• _Requirement_:
Take down each entry exactly as written.

• _Available records_:
● ● ● ● ● ● ●

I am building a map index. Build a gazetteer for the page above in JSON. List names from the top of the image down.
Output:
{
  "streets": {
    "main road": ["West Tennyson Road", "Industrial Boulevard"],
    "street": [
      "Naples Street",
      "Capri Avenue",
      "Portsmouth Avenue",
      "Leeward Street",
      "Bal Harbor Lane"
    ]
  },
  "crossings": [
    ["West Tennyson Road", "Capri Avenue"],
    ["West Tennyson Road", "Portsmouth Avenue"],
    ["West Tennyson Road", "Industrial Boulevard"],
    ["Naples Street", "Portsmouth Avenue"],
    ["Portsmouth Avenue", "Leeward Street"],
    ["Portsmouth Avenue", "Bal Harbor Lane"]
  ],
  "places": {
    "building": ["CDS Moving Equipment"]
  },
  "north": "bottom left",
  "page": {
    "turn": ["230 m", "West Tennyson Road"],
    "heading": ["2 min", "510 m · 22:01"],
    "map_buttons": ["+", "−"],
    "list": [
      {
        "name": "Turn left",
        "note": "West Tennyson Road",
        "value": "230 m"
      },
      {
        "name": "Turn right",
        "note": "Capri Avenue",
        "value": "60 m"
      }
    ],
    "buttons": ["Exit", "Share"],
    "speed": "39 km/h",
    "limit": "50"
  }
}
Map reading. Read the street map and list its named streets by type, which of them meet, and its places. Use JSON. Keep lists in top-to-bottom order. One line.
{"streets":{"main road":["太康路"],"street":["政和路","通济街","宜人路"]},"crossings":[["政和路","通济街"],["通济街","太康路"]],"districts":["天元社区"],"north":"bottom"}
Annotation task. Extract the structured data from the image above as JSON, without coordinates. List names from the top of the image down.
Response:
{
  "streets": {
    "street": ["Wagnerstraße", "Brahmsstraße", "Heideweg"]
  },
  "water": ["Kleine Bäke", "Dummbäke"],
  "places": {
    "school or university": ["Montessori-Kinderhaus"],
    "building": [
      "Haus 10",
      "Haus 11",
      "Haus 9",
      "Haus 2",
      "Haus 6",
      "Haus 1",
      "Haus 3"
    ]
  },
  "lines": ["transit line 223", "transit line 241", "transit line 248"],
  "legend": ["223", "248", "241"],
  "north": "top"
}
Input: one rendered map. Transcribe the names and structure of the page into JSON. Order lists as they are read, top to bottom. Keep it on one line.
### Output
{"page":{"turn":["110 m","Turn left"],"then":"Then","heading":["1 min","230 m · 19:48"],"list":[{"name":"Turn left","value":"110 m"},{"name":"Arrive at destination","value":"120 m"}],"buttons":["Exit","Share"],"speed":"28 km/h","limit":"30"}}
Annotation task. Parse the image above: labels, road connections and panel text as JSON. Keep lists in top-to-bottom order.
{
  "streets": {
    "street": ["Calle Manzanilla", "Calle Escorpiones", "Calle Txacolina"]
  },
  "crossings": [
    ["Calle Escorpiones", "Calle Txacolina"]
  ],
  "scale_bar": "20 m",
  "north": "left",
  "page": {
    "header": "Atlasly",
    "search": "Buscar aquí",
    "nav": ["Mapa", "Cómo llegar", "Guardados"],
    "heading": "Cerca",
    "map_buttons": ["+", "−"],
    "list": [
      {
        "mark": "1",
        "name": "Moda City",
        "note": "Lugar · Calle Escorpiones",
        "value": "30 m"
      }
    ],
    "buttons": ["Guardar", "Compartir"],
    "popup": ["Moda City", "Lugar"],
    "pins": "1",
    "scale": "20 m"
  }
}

● ● ● ● ● ● ●

• _Exercise solution_:
I am building a map index. Build a gazetteer for the page above in JSON. List names from the top of the image down.
Output:
{
  "streets": {
    "main road": ["West Tennyson Road", "Industrial Boulevard"],
    "street": [
      "Naples Street",
      "Capri Avenue",
      "Portsmouth Avenue",
      "Leeward Street",
      "Bal Harbor Lane"
    ]
  },
  "crossings": [
    ["West Tennyson Road", "Capri Avenue"],
    ["West Tennyson Road", "Portsmouth Avenue"],
    ["West Tennyson Road", "Industrial Boulevard"],
    ["Naples Street", "Portsmouth Avenue"],
    ["Portsmouth Avenue", "Leeward Street"],
    ["Portsmouth Avenue", "Bal Harbor Lane"]
  ],
  "places": {
    "building": ["CDS Moving Equipment"]
  },
  "north": "bottom left",
  "page": {
    "turn": ["230 m", "West Tennyson Road"],
    "heading": ["2 min", "510 m · 22:01"],
    "map_buttons": ["+", "−"],
    "list": [
      {
        "name": "Turn left",
        "note": "West Tennyson Road",
        "value": "230 m"
      },
      {
        "name": "Turn right",
        "note": "Capri Avenue",
        "value": "60 m"
      }
    ],
    "buttons": ["Exit", "Share"],
    "speed": "39 km/h",
    "limit": "50"
  }
}
Map reading. Read the street map and list its named streets by type, which of them meet, and its places. Use JSON. Keep lists in top-to-bottom order. One line.
{"streets":{"main road":["太康路"],"street":["政和路","通济街","宜人路"]},"crossings":[["政和路","通济街"],["通济街","太康路"]],"districts":["天元社区"],"north":"bottom"}
Annotation task. Extract the structured data from the image above as JSON, without coordinates. List names from the top of the image down.
Response:
{
  "streets": {
    "street": ["Wagnerstraße", "Brahmsstraße", "Heideweg"]
  },
  "water": ["Kleine Bäke", "Dummbäke"],
  "places": {
    "school or university": ["Montessori-Kinderhaus"],
    "building": [
      "Haus 10",
      "Haus 11",
      "Haus 9",
      "Haus 2",
      "Haus 6",
      "Haus 1",
      "Haus 3"
    ]
  },
  "lines": ["transit line 223", "transit line 241", "transit line 248"],
  "legend": ["223", "248", "241"],
  "north": "top"
}
Input: one rendered map. Transcribe the names and structure of the page into JSON. Order lists as they are read, top to bottom. Keep it on one line.
### Output
{"page":{"turn":["110 m","Turn left"],"then":"Then","heading":["1 min","230 m · 19:48"],"list":[{"name":"Turn left","value":"110 m"},{"name":"Arrive at destination","value":"120 m"}],"buttons":["Exit","Share"],"speed":"28 km/h","limit":"30"}}
Annotation task. Parse the image above: labels, road connections and panel text as JSON. Keep lists in top-to-bottom order.
{
  "streets": {
    "street": ["Calle Manzanilla", "Calle Escorpiones", "Calle Txacolina"]
  },
  "crossings": [
    ["Calle Escorpiones", "Calle Txacolina"]
  ],
  "scale_bar": "20 m",
  "north": "left",
  "page": {
    "header": "Atlasly",
    "search": "Buscar aquí",
    "nav": ["Mapa", "Cómo llegar", "Guardados"],
    "heading": "Cerca",
    "map_buttons": ["+", "−"],
    "list": [
      {
        "mark": "1",
        "name": "Moda City",
        "note": "Lugar · Calle Escorpiones",
        "value": "30 m"
      }
    ],
    "buttons": ["Guardar", "Compartir"],
    "popup": ["Moda City", "Lugar"],
    "pins": "1",
    "scale": "20 m"
  }
}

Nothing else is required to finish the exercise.